*WORK INSTRUCTIONS*
Scan the data below for lines holding the word "compass", and copy each line found.

[Stored data]
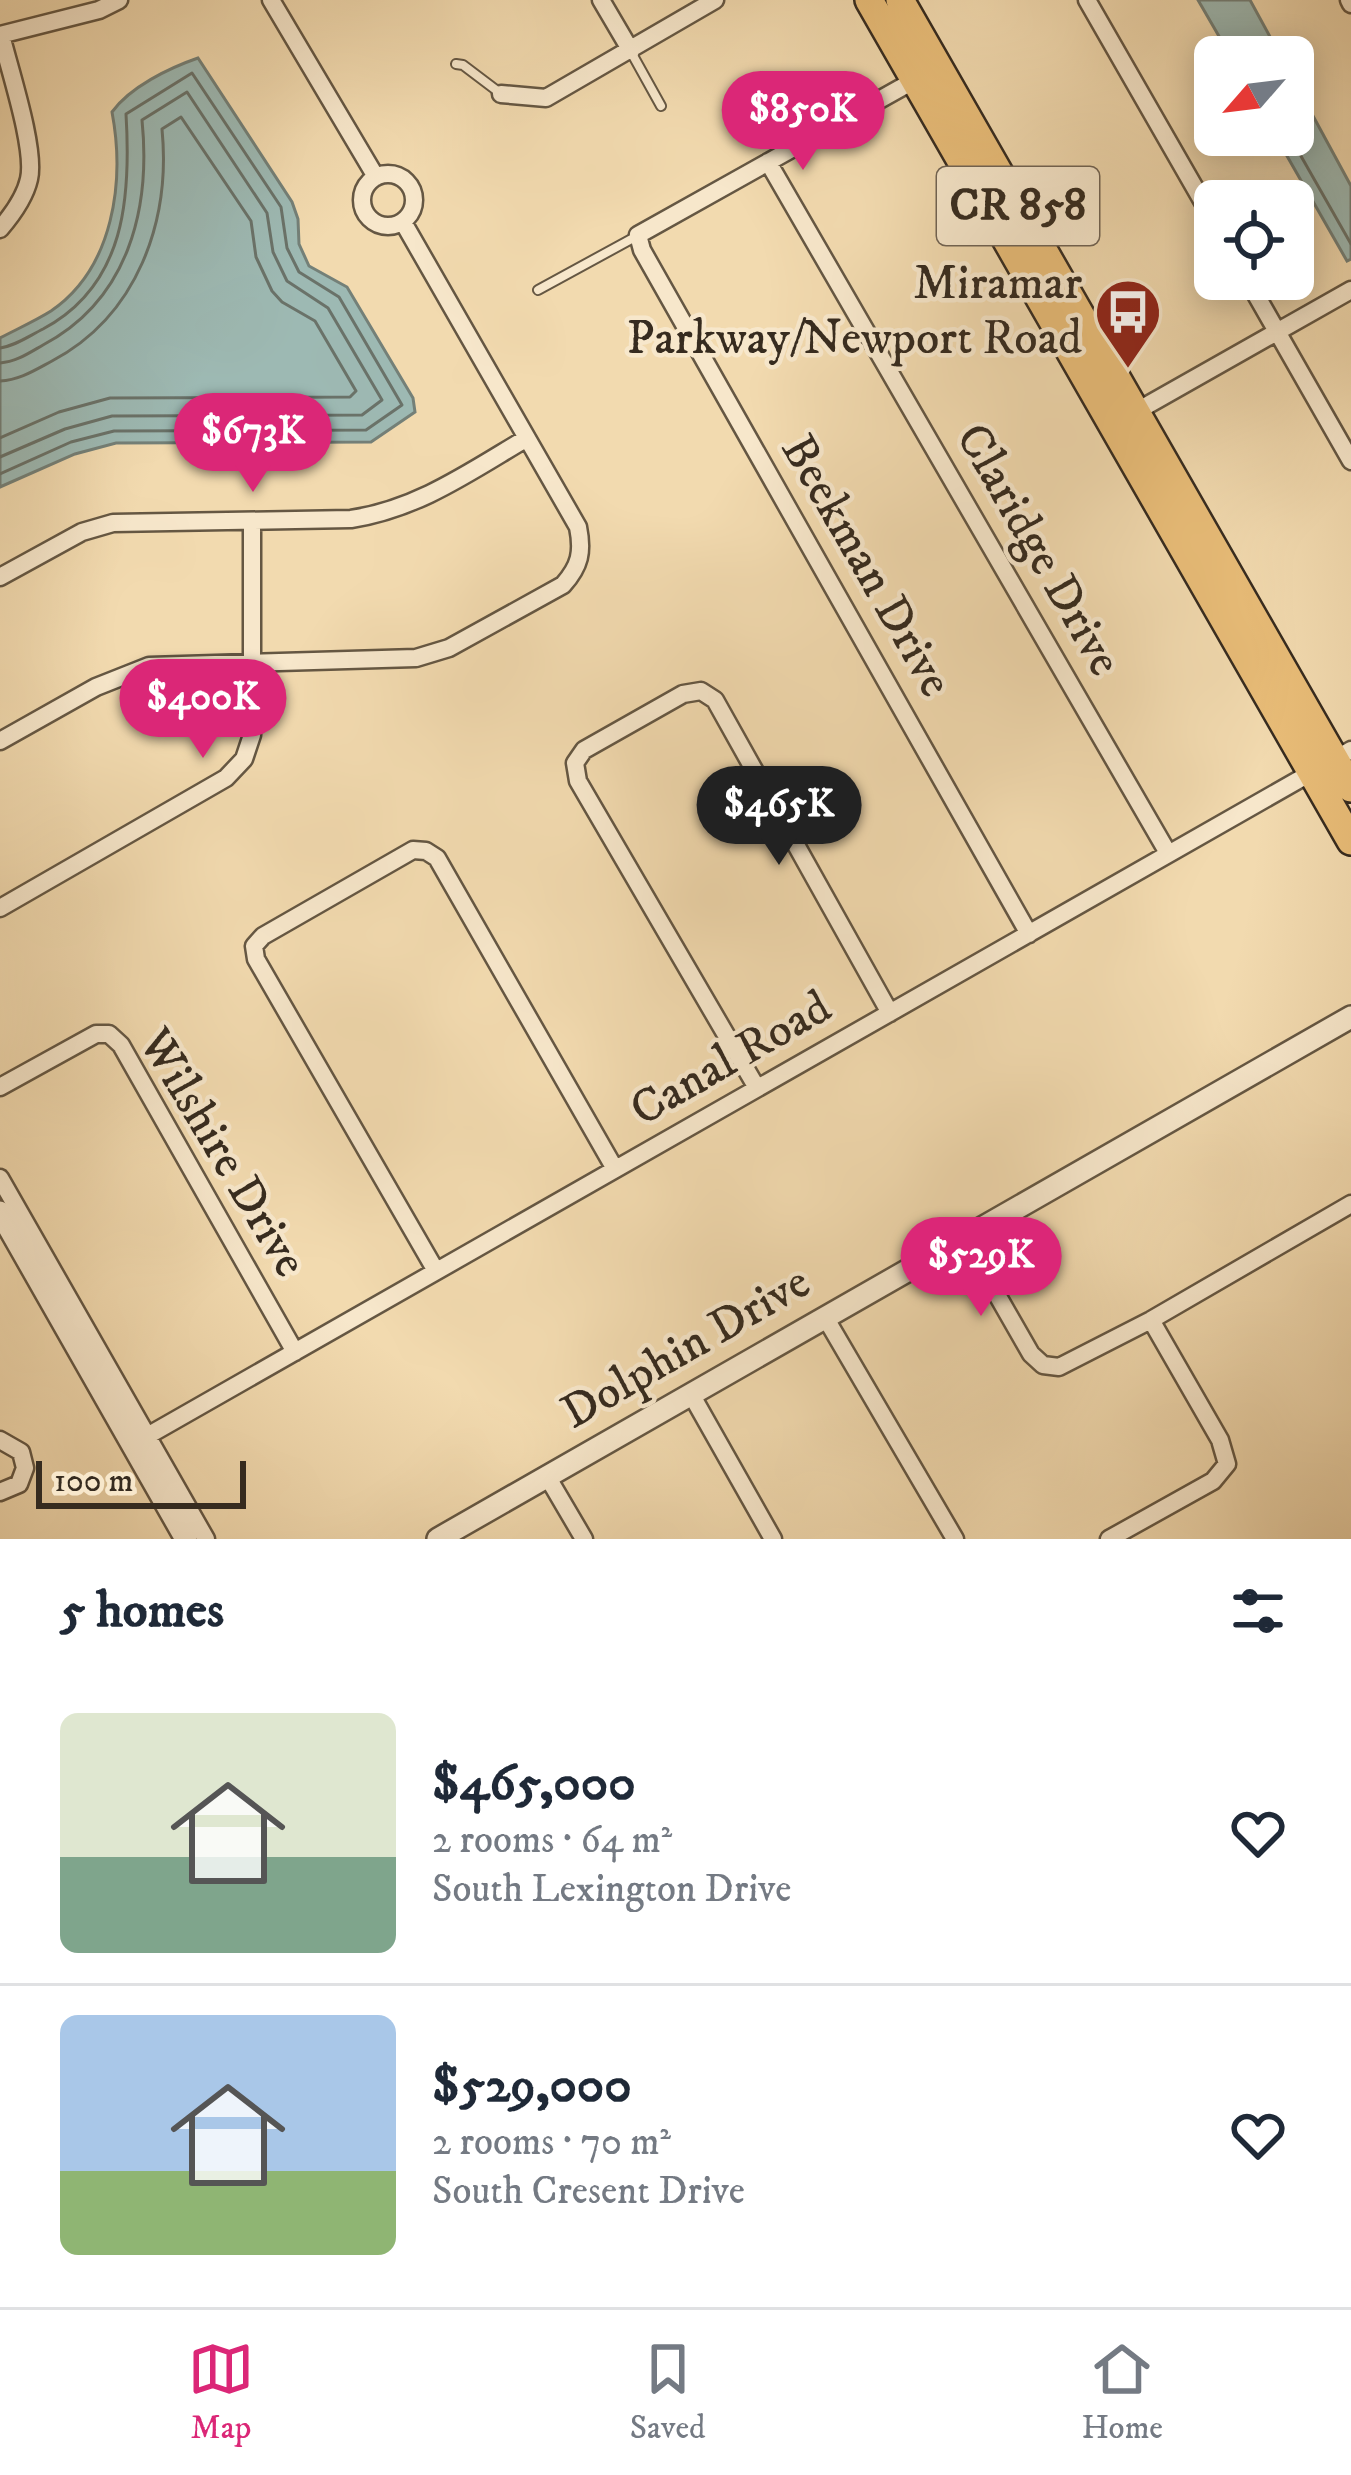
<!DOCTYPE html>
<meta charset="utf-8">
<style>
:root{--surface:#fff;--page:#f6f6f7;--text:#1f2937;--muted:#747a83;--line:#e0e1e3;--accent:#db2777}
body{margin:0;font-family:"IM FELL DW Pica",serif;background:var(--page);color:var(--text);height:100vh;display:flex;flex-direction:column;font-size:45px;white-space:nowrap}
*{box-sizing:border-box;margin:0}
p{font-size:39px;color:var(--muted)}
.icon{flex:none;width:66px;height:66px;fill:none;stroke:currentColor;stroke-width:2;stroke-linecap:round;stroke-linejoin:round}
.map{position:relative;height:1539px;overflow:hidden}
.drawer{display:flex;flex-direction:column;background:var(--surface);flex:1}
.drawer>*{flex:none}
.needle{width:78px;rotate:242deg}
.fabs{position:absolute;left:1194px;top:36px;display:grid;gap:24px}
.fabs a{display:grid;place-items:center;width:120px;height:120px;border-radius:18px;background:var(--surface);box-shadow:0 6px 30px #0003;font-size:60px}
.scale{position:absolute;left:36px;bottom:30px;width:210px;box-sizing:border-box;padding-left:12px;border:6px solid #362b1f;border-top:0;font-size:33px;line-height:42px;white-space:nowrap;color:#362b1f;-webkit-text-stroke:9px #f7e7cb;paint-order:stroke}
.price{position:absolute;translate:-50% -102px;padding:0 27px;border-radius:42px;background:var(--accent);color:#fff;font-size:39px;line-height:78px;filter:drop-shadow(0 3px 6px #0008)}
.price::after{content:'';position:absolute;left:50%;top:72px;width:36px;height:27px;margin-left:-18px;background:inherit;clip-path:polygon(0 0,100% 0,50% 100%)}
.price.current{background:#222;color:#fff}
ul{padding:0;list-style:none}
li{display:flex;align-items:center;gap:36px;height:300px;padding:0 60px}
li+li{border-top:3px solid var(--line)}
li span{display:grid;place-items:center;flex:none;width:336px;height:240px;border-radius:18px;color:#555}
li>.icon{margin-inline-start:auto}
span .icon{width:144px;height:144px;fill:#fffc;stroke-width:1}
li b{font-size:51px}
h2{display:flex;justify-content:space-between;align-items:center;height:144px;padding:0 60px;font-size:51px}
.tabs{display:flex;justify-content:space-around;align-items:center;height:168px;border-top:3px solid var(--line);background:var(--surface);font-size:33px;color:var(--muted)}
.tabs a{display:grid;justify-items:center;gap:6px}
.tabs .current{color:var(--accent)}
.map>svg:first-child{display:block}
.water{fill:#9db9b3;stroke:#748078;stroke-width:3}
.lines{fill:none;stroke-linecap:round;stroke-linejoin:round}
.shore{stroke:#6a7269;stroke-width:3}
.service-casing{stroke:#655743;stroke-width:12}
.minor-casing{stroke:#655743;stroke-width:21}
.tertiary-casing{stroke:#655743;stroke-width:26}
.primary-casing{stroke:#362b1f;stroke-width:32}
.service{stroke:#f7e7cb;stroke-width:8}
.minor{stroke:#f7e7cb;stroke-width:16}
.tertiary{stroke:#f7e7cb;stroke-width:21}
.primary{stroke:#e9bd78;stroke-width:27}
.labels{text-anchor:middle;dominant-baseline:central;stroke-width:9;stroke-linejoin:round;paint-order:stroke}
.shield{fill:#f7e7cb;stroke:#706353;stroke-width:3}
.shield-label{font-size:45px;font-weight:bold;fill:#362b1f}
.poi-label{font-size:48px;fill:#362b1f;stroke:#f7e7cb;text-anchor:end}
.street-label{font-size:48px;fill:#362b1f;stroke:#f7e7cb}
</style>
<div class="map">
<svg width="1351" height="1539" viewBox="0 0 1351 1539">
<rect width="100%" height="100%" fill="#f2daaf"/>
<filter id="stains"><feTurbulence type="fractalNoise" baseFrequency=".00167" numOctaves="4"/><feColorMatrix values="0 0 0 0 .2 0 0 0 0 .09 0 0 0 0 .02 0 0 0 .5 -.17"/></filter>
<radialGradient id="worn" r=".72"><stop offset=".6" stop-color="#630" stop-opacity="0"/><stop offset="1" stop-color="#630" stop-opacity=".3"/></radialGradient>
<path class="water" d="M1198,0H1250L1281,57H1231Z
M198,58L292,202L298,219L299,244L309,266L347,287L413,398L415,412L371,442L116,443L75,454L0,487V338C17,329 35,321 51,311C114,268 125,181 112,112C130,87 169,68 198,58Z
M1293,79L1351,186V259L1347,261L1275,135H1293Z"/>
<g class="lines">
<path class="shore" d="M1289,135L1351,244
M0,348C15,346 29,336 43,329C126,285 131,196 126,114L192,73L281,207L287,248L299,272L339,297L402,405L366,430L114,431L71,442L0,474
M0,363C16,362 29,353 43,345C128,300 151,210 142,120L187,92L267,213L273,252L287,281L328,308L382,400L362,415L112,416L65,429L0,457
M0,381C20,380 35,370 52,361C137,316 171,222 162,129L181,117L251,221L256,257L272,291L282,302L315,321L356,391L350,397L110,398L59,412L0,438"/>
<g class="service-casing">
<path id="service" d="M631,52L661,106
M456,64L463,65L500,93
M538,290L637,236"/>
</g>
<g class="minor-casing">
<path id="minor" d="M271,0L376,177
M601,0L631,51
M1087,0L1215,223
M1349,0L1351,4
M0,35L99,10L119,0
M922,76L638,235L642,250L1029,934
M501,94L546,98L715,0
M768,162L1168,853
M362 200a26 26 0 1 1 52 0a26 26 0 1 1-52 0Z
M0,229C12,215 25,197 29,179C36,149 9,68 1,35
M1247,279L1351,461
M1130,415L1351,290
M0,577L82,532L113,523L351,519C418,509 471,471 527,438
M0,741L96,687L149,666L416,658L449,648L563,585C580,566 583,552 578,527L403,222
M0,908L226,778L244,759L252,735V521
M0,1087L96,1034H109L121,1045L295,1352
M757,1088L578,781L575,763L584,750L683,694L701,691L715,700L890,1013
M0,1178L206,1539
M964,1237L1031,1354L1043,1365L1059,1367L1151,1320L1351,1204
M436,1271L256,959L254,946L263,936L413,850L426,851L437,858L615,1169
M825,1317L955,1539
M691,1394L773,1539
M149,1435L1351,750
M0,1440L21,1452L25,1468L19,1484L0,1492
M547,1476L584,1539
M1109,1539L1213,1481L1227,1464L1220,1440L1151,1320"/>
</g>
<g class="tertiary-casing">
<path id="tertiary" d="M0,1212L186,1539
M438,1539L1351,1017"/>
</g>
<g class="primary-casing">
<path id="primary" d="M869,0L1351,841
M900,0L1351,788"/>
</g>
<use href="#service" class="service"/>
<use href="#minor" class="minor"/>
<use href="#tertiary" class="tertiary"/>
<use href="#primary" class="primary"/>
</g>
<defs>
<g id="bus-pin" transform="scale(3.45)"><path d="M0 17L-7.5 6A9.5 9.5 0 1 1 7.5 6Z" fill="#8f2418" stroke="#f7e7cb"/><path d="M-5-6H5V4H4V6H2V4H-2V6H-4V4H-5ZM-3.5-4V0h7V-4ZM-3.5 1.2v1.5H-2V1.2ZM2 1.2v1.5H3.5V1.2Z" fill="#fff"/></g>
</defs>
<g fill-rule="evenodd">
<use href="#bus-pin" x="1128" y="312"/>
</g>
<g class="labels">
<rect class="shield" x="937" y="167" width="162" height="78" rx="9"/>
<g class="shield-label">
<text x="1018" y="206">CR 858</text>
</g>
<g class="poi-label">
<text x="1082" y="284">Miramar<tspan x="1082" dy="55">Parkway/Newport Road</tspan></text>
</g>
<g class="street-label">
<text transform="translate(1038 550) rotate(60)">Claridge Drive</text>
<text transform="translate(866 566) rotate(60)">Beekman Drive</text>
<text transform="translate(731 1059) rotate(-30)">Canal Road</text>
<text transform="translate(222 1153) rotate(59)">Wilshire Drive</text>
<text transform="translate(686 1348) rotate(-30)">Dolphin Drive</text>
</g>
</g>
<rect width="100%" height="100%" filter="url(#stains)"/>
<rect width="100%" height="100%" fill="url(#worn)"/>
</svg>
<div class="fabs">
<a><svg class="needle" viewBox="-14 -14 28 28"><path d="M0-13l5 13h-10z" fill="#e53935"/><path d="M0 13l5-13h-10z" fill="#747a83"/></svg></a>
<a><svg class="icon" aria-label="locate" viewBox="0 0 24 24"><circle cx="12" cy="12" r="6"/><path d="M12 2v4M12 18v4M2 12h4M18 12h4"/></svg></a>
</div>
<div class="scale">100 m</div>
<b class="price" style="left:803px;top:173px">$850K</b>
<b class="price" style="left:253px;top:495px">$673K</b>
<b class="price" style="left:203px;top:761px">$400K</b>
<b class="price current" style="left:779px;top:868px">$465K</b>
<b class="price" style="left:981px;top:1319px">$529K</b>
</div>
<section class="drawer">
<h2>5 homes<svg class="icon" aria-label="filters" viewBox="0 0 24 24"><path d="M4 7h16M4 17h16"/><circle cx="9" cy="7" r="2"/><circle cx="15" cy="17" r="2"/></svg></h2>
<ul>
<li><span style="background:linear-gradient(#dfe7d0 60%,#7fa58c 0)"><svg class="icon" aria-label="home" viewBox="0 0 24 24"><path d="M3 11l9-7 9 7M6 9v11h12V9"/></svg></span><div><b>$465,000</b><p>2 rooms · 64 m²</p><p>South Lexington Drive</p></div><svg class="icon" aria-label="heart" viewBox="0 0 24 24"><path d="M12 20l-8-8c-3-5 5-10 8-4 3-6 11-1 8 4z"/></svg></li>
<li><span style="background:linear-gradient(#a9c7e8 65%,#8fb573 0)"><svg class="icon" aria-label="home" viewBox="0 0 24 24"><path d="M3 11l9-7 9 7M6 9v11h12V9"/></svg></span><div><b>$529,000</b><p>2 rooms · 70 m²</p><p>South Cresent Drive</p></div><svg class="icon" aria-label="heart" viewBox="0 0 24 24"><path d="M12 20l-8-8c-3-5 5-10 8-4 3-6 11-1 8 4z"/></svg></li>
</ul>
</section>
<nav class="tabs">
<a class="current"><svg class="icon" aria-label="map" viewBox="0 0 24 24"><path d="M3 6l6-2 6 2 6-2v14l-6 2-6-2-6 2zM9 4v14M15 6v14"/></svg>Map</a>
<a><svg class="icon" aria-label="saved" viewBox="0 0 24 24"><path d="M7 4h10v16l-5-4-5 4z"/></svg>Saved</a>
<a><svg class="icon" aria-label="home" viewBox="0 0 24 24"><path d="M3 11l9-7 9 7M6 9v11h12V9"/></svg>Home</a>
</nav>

--

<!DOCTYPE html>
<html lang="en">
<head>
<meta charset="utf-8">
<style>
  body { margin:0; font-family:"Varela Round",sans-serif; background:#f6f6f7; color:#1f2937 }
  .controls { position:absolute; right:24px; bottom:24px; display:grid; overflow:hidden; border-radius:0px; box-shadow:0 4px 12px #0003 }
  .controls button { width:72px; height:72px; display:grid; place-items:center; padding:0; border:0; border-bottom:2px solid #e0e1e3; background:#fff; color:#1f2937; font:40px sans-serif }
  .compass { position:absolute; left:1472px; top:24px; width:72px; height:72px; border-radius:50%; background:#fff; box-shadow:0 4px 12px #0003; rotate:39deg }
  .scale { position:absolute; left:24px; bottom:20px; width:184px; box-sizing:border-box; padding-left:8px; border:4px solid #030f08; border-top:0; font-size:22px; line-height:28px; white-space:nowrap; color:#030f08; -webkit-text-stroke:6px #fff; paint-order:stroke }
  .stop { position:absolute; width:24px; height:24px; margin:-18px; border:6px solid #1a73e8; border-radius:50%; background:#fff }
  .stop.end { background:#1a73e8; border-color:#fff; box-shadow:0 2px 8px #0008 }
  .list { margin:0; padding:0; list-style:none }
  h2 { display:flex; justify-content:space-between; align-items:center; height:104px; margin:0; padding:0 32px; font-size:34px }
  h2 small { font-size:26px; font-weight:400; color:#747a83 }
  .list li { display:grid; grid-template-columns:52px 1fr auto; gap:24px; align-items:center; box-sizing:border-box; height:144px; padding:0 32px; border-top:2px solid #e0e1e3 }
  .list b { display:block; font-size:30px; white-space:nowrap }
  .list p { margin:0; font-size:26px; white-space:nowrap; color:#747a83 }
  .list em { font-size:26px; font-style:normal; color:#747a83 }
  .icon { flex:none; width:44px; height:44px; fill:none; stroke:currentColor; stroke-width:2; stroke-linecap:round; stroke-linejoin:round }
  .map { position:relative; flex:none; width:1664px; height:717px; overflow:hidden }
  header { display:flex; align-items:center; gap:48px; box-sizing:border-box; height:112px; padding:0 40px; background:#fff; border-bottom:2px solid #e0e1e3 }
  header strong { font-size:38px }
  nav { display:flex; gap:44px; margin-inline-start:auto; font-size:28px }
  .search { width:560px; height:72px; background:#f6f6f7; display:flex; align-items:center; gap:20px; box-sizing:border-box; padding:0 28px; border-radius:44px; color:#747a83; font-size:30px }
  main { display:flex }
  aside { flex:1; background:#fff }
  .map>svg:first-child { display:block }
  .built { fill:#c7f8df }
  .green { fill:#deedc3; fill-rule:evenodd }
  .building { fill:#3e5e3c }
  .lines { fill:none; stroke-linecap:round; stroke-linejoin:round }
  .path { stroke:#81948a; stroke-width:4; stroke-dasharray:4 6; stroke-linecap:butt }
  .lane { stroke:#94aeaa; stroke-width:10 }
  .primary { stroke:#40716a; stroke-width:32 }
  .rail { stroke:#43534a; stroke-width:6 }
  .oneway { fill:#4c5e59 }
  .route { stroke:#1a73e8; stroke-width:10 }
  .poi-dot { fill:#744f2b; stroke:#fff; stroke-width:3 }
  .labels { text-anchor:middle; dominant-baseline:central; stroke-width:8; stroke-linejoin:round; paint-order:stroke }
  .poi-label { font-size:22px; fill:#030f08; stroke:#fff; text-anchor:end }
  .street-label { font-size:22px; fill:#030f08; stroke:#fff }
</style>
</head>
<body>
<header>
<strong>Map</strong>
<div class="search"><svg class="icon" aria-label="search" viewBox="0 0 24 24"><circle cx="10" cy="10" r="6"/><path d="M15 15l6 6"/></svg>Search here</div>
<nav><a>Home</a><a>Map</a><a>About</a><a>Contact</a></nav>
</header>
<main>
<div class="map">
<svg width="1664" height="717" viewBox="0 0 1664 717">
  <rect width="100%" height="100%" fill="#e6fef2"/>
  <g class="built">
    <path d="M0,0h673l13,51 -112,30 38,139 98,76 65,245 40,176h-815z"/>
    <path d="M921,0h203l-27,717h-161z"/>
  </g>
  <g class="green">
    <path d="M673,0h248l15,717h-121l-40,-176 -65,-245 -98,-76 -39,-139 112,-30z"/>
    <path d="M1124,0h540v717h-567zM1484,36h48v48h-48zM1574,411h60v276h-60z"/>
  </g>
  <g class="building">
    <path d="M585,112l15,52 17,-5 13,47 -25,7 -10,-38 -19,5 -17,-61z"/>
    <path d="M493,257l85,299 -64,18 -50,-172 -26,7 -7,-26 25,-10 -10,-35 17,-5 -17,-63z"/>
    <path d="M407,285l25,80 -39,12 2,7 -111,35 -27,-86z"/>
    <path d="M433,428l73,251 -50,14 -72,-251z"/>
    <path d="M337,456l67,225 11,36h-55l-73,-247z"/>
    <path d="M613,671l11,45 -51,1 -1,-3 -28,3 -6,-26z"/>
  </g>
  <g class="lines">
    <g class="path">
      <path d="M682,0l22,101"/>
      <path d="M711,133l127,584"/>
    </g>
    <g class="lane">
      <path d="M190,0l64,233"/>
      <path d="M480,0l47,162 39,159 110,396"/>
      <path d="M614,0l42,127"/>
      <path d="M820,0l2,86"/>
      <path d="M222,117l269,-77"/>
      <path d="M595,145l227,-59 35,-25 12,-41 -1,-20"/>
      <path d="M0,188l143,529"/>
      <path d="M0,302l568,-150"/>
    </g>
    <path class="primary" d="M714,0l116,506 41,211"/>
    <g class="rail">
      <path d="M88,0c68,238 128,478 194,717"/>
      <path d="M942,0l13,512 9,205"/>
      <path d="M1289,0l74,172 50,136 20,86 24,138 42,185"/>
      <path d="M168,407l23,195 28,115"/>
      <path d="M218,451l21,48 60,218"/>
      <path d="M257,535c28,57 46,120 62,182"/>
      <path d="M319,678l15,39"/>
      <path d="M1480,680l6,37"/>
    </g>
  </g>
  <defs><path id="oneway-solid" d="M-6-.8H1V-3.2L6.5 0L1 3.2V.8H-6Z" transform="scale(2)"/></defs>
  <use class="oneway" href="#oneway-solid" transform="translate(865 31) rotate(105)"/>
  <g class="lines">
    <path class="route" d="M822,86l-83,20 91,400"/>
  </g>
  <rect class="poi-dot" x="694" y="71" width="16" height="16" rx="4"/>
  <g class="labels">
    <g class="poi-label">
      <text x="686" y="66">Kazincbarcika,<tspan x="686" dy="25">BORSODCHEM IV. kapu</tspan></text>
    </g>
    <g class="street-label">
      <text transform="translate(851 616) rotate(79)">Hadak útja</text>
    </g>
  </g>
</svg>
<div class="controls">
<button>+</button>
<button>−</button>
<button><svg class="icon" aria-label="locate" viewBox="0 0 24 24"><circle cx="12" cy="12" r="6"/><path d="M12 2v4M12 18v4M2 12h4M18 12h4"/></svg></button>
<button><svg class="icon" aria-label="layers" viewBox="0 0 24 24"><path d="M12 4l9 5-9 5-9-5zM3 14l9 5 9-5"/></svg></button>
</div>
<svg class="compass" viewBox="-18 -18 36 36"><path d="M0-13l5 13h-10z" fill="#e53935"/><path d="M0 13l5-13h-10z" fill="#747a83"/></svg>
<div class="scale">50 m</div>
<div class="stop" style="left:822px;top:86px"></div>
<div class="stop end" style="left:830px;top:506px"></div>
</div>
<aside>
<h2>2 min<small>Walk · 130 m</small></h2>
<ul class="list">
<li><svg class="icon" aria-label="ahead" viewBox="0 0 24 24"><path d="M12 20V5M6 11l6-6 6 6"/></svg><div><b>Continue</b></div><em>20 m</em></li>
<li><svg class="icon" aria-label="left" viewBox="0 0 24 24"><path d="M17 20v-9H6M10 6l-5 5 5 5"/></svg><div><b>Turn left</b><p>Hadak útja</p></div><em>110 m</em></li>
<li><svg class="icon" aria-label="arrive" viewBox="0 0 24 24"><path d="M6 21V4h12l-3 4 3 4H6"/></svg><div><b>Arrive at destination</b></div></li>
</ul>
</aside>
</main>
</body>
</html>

*SOLVED PROBLEM*
  .compass { position:absolute; left:1472px; top:24px; width:72px; height:72px; border-radius:50%; background:#fff; box-shadow:0 4px 12px #0003; rotate:39deg }
<svg class="compass" viewBox="-18 -18 36 36"><path d="M0-13l5 13h-10z" fill="#e53935"/><path d="M0 13l5-13h-10z" fill="#747a83"/></svg>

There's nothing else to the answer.